Site Reliability Engineer (SRE)

Information Technology Opportunities available throughout U.S.


Description

Position at Gainbridge

Group1001 is a consumer-centric, technology-driven family of insurance companies on a mission to deliver outstanding value and operational performance by combining financial strength and stability with deep insurance expertise and a can-do culture. Group1001’s culture emphasizes the importance of collaboration, communication, core business focus, risk management, and striving for outcomes. This goal extends to how we hire and onboard our most valuable assets – our employees.

Company Overview:

Gainbridge, a part of the Group 1001 enterprise, is a self-managed, innovative, digital platform providing its clients with direct access to trusted financial products to smartly grow their savings over time. Gainbridge strives to offer products through its platform that are simple, intuitive, and backed by smart technology with no complexity or hidden fees. Gainbridge empowers clients to take control of the financial future with simple solutions that are accessible to everyone no matter their budget.

 

Job Summary:

We are looking for an experienced Site Reliability Engineer to partner with our growing Engineering team as we deliver our core platform to market. You will work with full stack development teams in the design, development, testing, and deployment of the Gainbridge B2B / B2C platform. You are comfortable with greenfield environments and look forward to defining what it means to be an SRE at Gainbridge.

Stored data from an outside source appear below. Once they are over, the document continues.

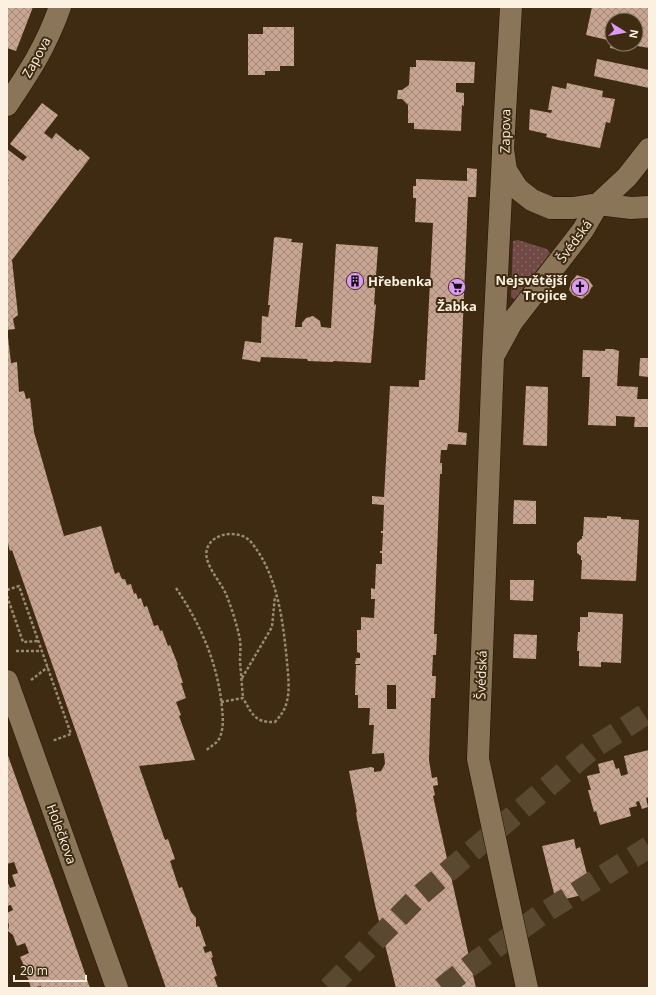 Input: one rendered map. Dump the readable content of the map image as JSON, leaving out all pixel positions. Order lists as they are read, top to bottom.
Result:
{
  "streets": {
    "street": ["Zapova", "Švédská", "Holečkova"]
  },
  "crossings": [
    ["Zapova", "Švédská"]
  ],
  "places": {
    "building": ["Hřebenka"],
    "supermarket": ["Žabka"],
    "church": ["Nejsvětější Trojice"]
  },
  "scale_bar": "20 m",
  "north": "right"
} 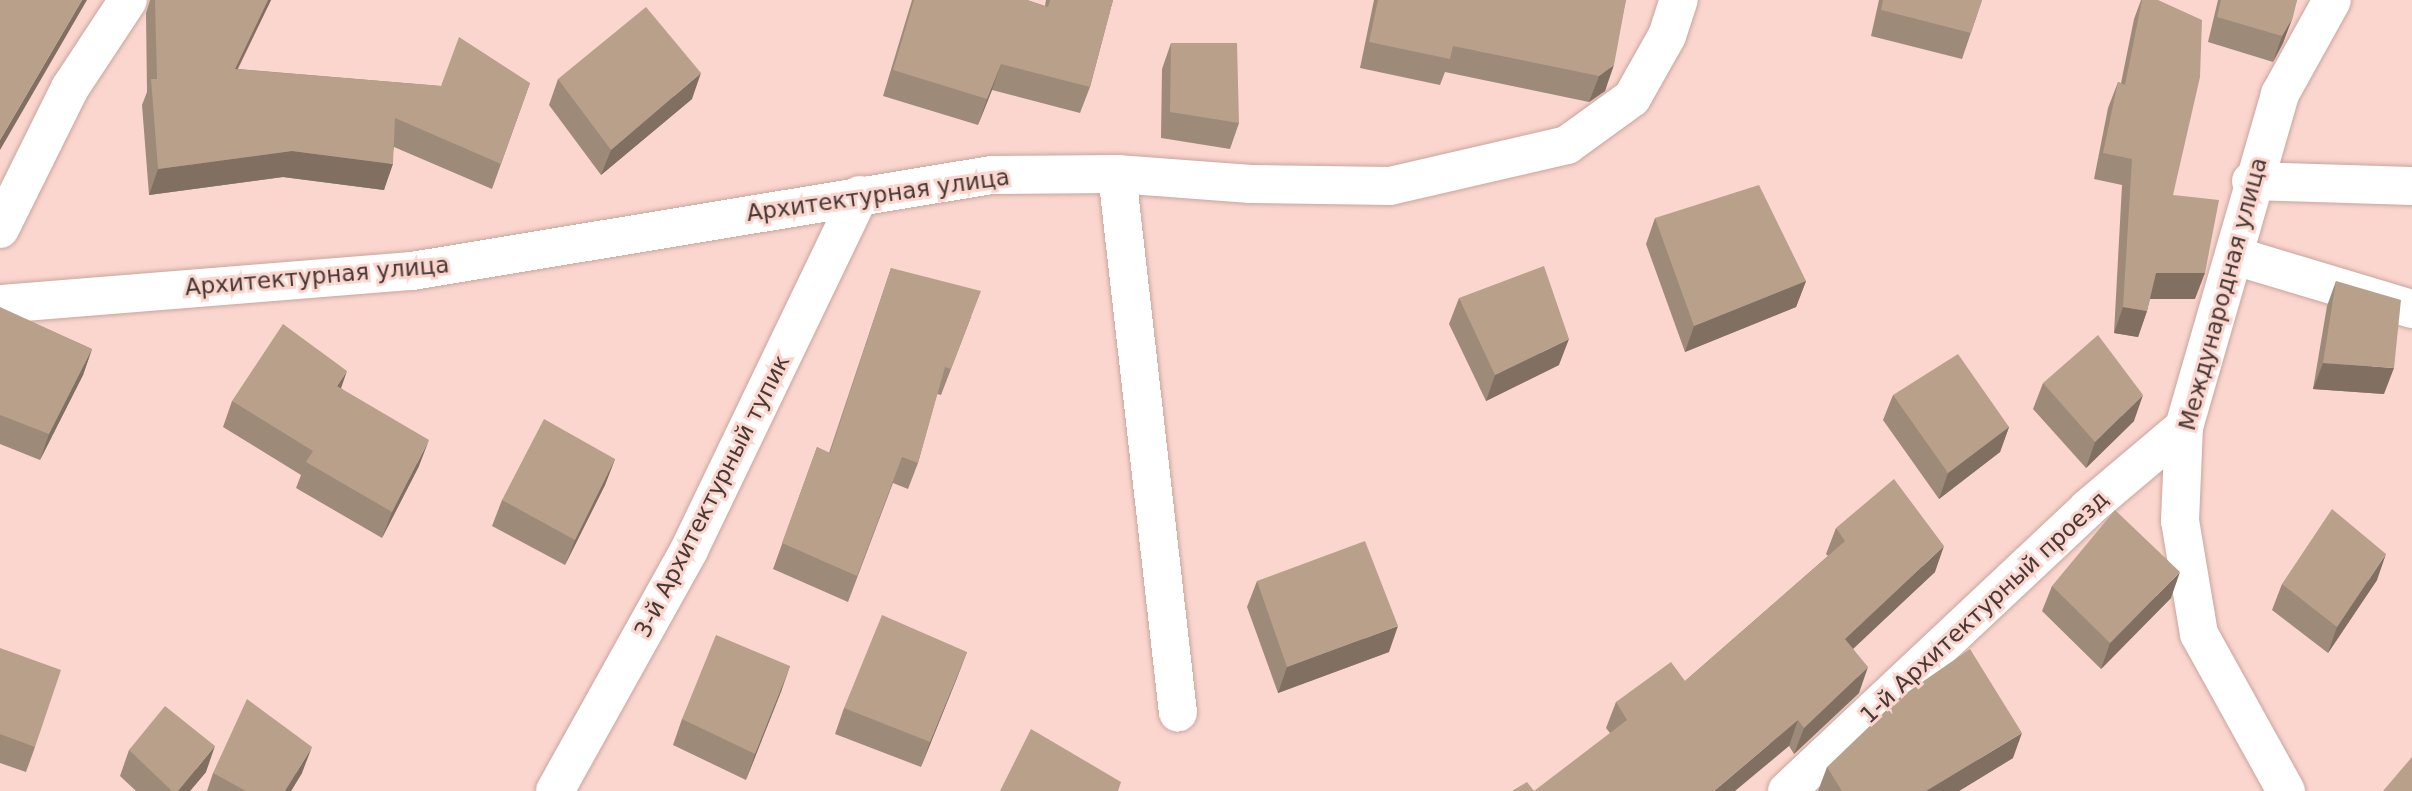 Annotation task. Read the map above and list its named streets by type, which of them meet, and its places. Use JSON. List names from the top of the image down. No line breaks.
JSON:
{"streets":{"street":["Архитектурная улица","Международная улица","3-й Архитектурный тупик","1-й Архитектурный проезд"]},"crossings":[["Архитектурная улица","3-й Архитектурный тупик"],["Международная улица","1-й Архитектурный проезд"]]} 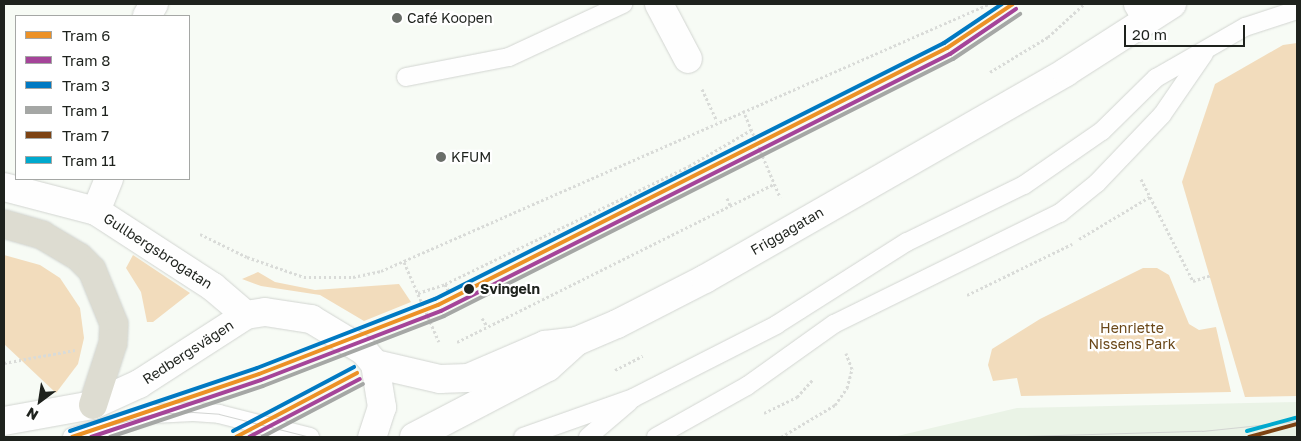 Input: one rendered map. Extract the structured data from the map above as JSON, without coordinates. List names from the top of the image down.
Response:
{
  "streets": {
    "main road": ["Friggagatan", "Gullbergsbrogatan", "Redbergsvägen"]
  },
  "crossings": [
    ["Friggagatan", "Redbergsvägen"],
    ["Gullbergsbrogatan", "Redbergsvägen"]
  ],
  "parks": ["Henriette Nissens Park"],
  "places": ["Café Koopen", "KFUM", "Svingeln"],
  "lines": [
    "tram line 6",
    "tram line 3",
    "tram line 8",
    "tram line 1",
    "tram line 11",
    "tram line 7"
  ],
  "legend": [
    "Tram 6",
    "Tram 8",
    "Tram 3",
    "Tram 1",
    "Tram 7",
    "Tram 11"
  ],
  "scale_bar": "20 m",
  "north": "bottom left"
} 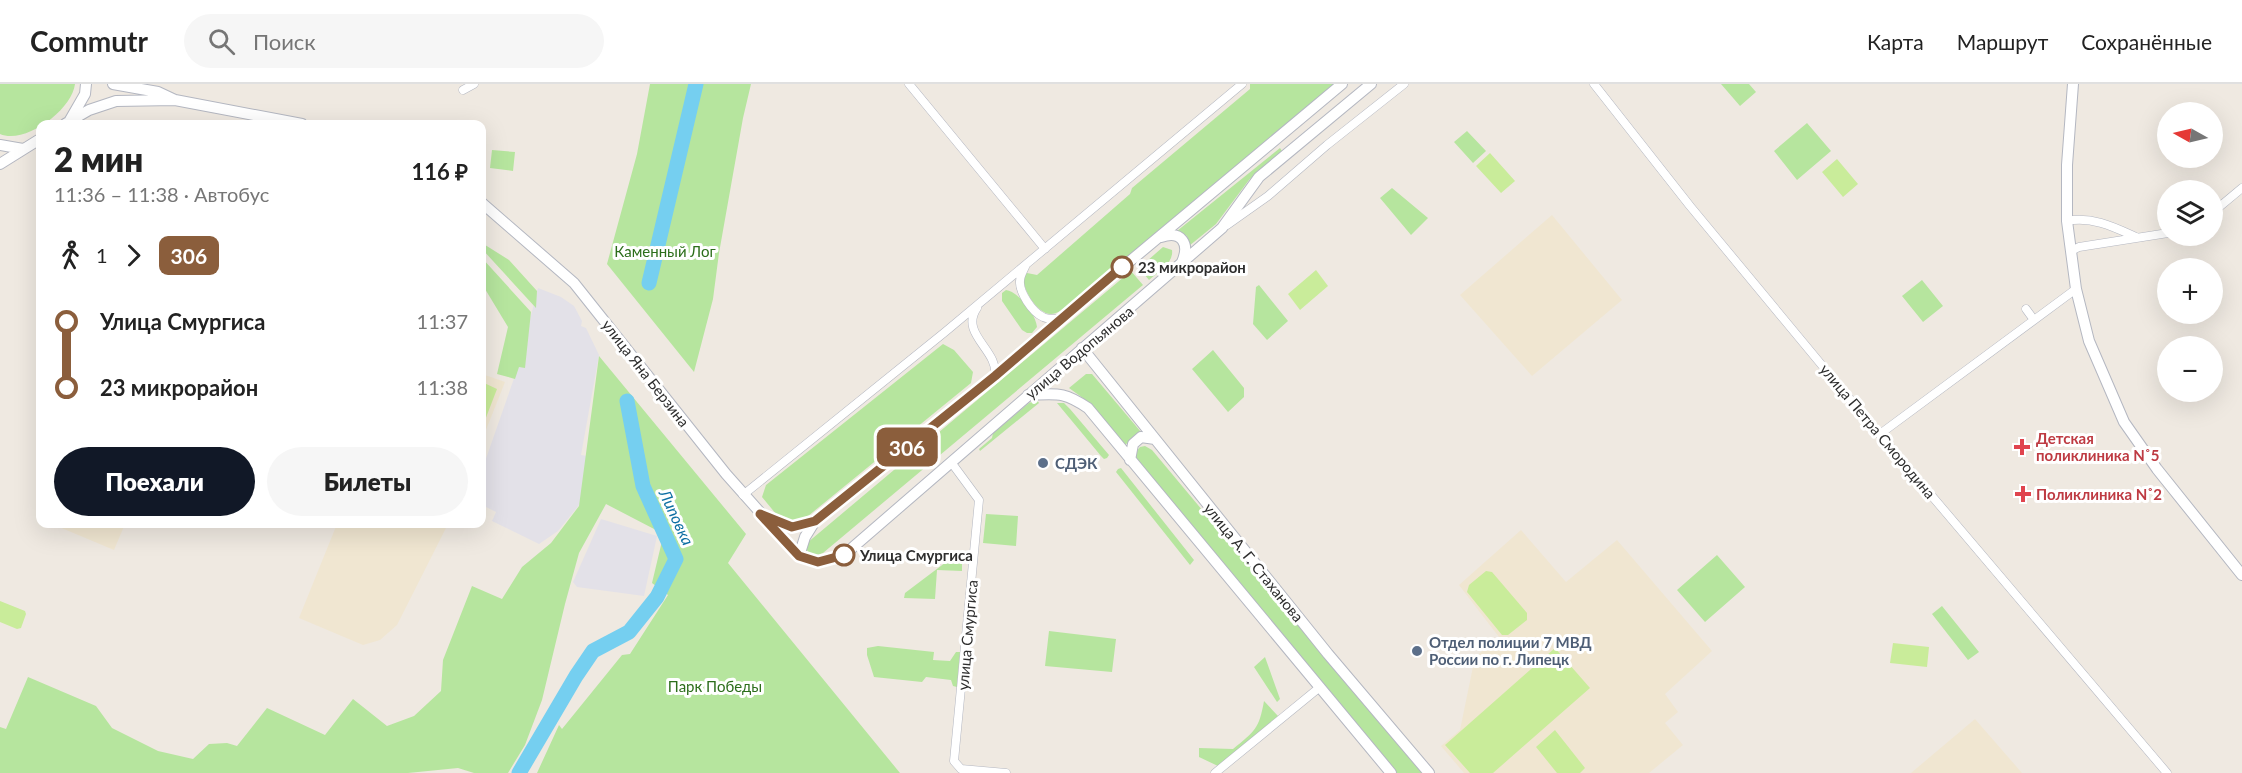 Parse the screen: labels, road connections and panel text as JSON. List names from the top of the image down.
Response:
{
  "streets": {
    "main road": ["улица Водопьянова", "улица Яна Берзина", "улица А. Г. Стаханова"],
    "street": ["улица Петра Смородина", "улица Смургиса"]
  },
  "crossings": [
    ["улица Водопьянова", "улица Яна Берзина"],
    ["улица Водопьянова", "улица А. Г. Стаханова"],
    ["улица Водопьянова", "улица Смургиса"]
  ],
  "water": ["Липовка"],
  "parks": ["Каменный Лог", "Парк Победы"],
  "places": {
    "other": [
      "23 микрорайон",
      "СДЭК",
      "Улица Смургиса",
      "Отдел полиции 7 МВД России по г. Липецк"
    ],
    "health": ["Детская поликлиника N˚5", "Поликлиника N˚2"]
  },
  "lines": ["bus line 306"],
  "north": "left",
  "page": {
    "header": "Commutr",
    "search": "Поиск",
    "nav": ["Карта", "Маршрут", "Сохранённые"],
    "on_map": "306",
    "map_buttons": ["+", "−"],
    "heading": ["2 мин", "11:36 – 11:38 · Автобус", "116 ₽"],
    "legs": ["1", "306"],
    "list": [
      {
        "name": "Улица Смургиса",
        "value": "11:37"
      },
      {
        "name": "23 микрорайон",
        "value": "11:38"
      }
    ],
    "buttons": ["Поехали", "Билеты"]
  }
}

You enjoy solving seemingly intractable puzzles in innovative yet pragmatic ways. You hold yourself and others accountable for routinely delivering mission critical outcomes. You are viewed as a trusted, intellectually honest partner within your team and across functional boundaries. You continually ask yourself, “What is accurate and what should be done about it?” This role will report to the AVP of Engineering Operations.

 

Main Accountabilities:

  • Support and optimize 24/7 cloud operations.
  • Work with Product Team to define SLAs, SLOs, and critical KPIs.
  • Provide incident management to systematically limit business disruption.
  • Maintain the infrastructure with patching, compliance audits, and responding to maintenance alerts.
  • Implement monitoring and provide rapid response to alerts to reduce MTTR.
  • Work with Development and Testing teams to confirm Go/No-Go status on launches and incremental deployments.
  • Integrate new tools and services for observability and automate runbooks to accelerate incident response.
  • Conduct diagnostic postmortems to prevent repeat incidents and improve platform robustness.
  • Recommend and implement best practice solutions, machines, processes, and tools to ensure systematic delivery of great outcomes.
  • Build and maintain strong working relationships with both internal teams and with third party vendors.

 

Qualifications:

  • Experience supporting a financial system at enterprise scale.
  • Excellent analytical skills for evaluating information carefully and solving complex problems.
  • Strong communication skills with ability to distill complex issues to meaningful synthesis.
  • Demonstrated ability to partner with Engineering teams and leaders to actualize vision.
  • Track record of balancing the coordination of fast-paced daily priorities with important, longer-term strategic efforts.
  • 5-7 years of experience as an SRE.
  • Experience partnering with product, business, and program management teams.
  • Experience working in leading financial services organizations.
  • BS degree in computer science or other technical field, or equivalent experience.